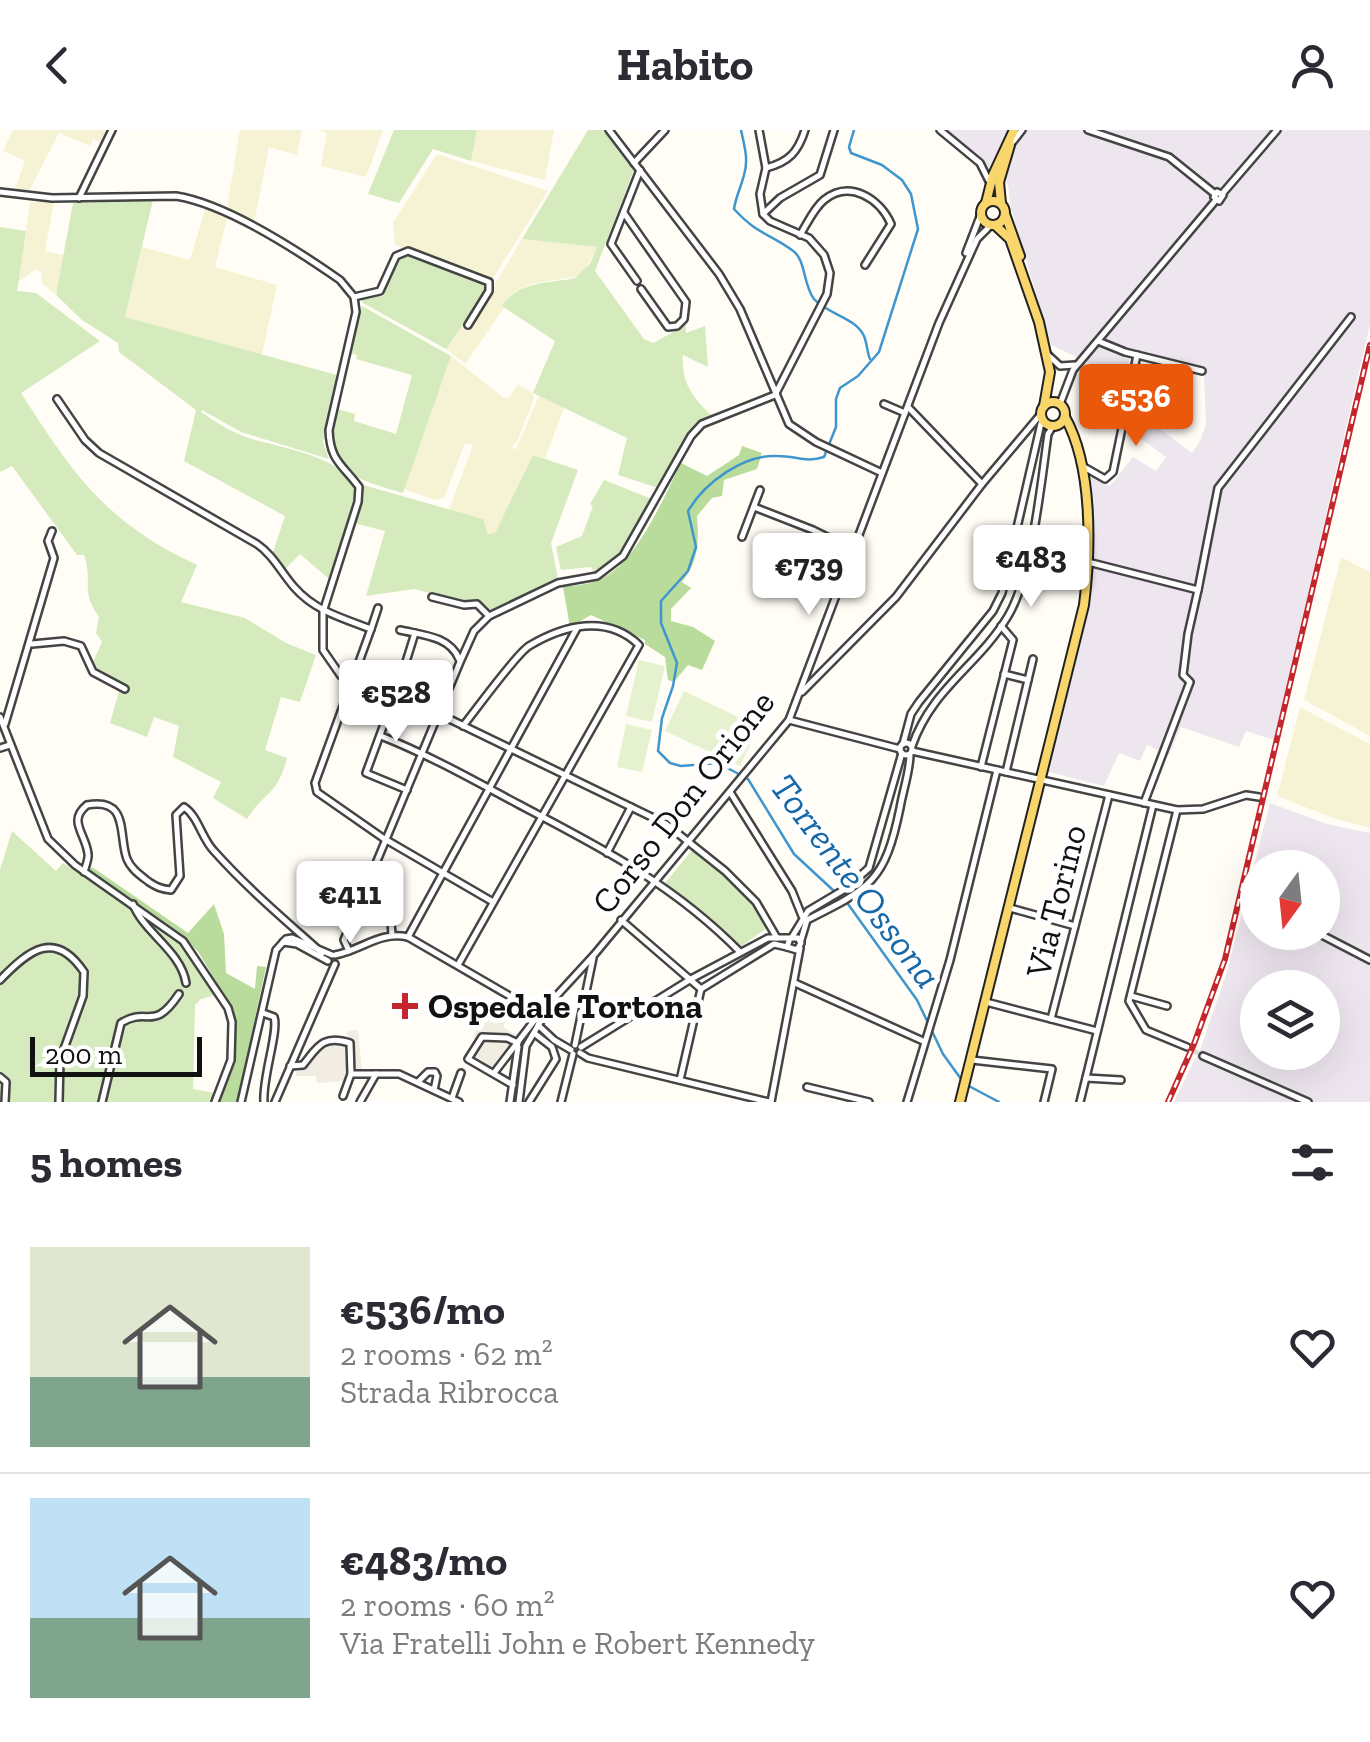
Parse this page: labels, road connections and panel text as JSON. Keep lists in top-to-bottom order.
{
  "streets": {
    "street": ["Corso Don Orione", "Via Torino"]
  },
  "water": ["Torrente Ossona"],
  "places": {
    "health": ["Ospedale Tortona"]
  },
  "scale_bar": "200 m",
  "north": "bottom",
  "page": {
    "header": "Habito",
    "price": [
      "€536",
      "€483",
      "€739",
      "€528",
      "€411"
    ],
    "scale": "200 m",
    "heading": "5 homes",
    "list": [
      {
        "name": "€536/mo",
        "note": "2 rooms · 62 m² · Strada Ribrocca"
      },
      {
        "name": "€483/mo",
        "note": "2 rooms · 60 m² · Via Fratelli John e Robert Kennedy"
      }
    ]
  }
}
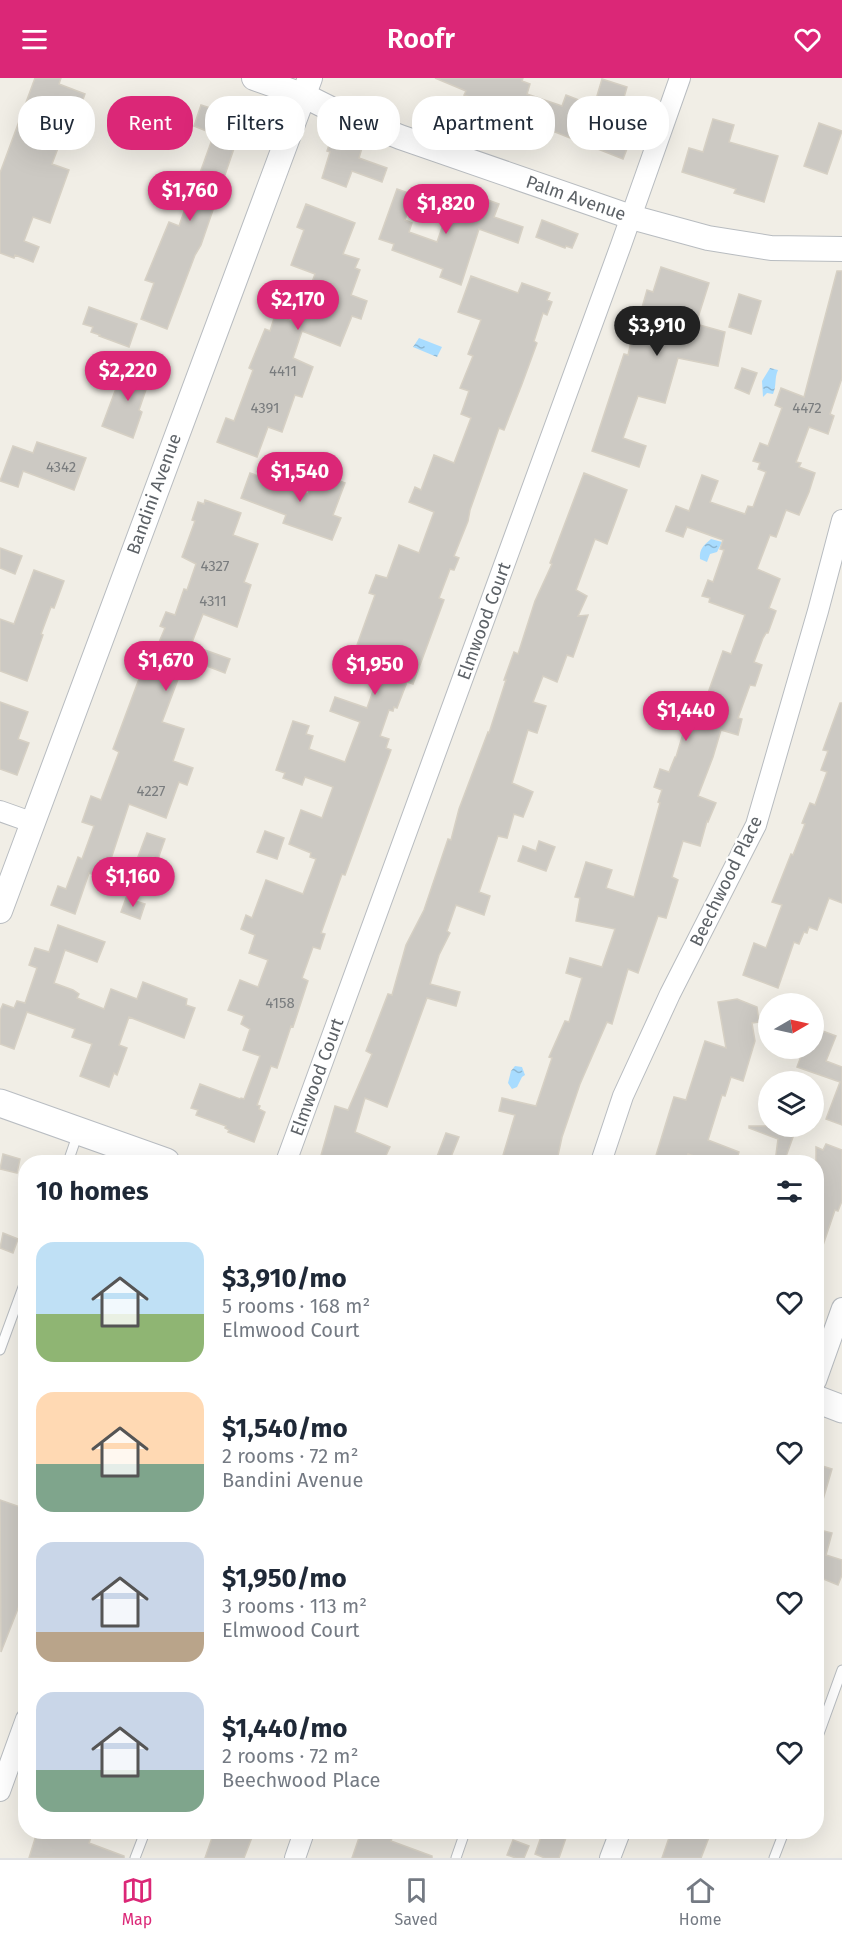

----------------

- _WHAT THE TASK REQUIRES_:
Restate each entry word for word; omit the pictures.

- _WRITTEN SOLUTION_:
Parse this page: labels, road connections and panel text as JSON. Keep lists in top-to-bottom order.
{
  "streets": {
    "street": ["Corso Don Orione", "Via Torino"]
  },
  "water": ["Torrente Ossona"],
  "places": {
    "health": ["Ospedale Tortona"]
  },
  "scale_bar": "200 m",
  "north": "bottom",
  "page": {
    "header": "Habito",
    "price": [
      "€536",
      "€483",
      "€739",
      "€528",
      "€411"
    ],
    "scale": "200 m",
    "heading": "5 homes",
    "list": [
      {
        "name": "€536/mo",
        "note": "2 rooms · 62 m² · Strada Ribrocca"
      },
      {
        "name": "€483/mo",
        "note": "2 rooms · 60 m² · Via Fratelli John e Robert Kennedy"
      }
    ]
  }
}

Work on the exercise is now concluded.